- Description of the task
Copy every line from the records that holds the word "font".

== Record extracts

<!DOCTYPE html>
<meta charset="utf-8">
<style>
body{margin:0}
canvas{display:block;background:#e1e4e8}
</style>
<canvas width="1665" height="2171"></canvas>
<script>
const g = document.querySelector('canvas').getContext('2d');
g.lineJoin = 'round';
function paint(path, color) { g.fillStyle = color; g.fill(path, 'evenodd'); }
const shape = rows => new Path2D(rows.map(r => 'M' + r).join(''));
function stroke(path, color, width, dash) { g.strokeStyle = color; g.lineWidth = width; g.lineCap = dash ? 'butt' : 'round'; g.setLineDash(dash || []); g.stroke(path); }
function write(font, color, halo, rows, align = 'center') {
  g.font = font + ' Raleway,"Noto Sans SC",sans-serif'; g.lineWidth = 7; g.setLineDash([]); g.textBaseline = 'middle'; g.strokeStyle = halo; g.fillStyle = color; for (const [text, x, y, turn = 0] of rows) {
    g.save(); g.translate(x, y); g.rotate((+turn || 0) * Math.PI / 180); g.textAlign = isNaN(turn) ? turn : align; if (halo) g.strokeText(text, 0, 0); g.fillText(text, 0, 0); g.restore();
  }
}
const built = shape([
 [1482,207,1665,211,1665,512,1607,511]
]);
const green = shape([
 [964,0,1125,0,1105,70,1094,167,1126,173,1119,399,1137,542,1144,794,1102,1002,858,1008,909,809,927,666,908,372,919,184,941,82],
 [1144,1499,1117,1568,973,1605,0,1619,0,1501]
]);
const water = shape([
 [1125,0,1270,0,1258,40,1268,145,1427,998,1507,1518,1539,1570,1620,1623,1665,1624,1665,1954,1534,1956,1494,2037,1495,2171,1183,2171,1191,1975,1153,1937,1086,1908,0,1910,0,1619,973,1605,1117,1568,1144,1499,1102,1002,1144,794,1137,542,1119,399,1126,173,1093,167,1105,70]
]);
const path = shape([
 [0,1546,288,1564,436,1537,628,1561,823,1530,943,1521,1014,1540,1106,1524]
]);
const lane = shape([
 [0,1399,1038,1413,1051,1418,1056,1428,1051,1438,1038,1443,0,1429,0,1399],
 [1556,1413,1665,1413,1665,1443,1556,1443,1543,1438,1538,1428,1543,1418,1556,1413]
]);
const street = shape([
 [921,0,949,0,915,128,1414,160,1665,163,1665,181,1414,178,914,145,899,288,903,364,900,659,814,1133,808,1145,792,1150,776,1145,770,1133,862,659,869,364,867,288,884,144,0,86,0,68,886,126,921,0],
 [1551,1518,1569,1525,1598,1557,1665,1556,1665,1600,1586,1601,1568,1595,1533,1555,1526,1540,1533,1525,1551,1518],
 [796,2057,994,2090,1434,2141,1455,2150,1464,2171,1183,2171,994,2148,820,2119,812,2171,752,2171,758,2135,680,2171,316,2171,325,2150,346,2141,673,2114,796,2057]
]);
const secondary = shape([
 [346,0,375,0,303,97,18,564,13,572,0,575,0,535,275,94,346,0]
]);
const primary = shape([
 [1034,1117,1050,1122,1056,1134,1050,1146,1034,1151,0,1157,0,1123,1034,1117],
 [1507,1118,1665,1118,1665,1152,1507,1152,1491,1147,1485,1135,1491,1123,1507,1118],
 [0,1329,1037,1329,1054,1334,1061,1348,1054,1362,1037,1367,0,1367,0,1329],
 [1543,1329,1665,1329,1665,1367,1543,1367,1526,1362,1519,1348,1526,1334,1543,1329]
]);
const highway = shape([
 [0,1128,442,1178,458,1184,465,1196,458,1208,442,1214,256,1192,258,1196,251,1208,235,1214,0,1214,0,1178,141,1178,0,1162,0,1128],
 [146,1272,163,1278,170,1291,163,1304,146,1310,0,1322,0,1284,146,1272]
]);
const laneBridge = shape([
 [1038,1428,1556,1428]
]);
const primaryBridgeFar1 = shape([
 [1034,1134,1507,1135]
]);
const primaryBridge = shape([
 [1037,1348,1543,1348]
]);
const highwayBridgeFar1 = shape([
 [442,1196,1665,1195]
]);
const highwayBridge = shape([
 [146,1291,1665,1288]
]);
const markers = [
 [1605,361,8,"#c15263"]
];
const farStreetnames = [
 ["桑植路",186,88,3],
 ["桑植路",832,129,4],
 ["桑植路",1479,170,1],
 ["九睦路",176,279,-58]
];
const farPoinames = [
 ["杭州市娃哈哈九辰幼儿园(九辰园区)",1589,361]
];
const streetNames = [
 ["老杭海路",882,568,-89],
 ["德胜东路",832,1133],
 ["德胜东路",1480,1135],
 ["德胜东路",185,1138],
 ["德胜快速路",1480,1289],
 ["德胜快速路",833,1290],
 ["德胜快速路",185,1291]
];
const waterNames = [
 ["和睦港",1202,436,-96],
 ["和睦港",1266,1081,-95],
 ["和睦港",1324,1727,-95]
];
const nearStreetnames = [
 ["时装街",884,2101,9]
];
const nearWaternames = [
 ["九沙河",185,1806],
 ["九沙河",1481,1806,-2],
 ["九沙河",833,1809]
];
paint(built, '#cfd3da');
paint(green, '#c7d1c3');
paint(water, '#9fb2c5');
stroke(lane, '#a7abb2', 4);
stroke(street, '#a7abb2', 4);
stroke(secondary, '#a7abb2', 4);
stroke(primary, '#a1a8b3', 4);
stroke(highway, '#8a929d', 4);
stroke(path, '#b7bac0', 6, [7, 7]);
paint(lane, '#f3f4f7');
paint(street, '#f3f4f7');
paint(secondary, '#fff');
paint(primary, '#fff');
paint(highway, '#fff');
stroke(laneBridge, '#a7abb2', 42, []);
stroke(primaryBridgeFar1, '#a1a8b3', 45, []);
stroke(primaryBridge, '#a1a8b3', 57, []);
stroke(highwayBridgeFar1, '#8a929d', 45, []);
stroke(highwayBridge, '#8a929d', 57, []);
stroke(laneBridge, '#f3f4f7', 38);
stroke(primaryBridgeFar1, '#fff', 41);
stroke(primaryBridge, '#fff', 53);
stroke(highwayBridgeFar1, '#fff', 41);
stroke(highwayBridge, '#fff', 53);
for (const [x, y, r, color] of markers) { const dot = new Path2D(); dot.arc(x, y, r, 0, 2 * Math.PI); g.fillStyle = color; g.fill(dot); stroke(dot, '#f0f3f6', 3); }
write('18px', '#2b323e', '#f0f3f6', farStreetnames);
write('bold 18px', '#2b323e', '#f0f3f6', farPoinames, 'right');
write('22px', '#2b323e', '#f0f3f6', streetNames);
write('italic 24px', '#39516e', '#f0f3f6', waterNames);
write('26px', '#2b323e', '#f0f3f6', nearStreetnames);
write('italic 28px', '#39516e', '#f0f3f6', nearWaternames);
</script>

====

- Result
function write(font, color, halo, rows, align = 'center') {
  g.font = font + ' Raleway,"Noto Sans SC",sans-serif'; g.lineWidth = 7; g.setLineDash([]); g.textBaseline = 'middle'; g.strokeStyle = halo; g.fillStyle = color; for (const [text, x, y, turn = 0] of rows) {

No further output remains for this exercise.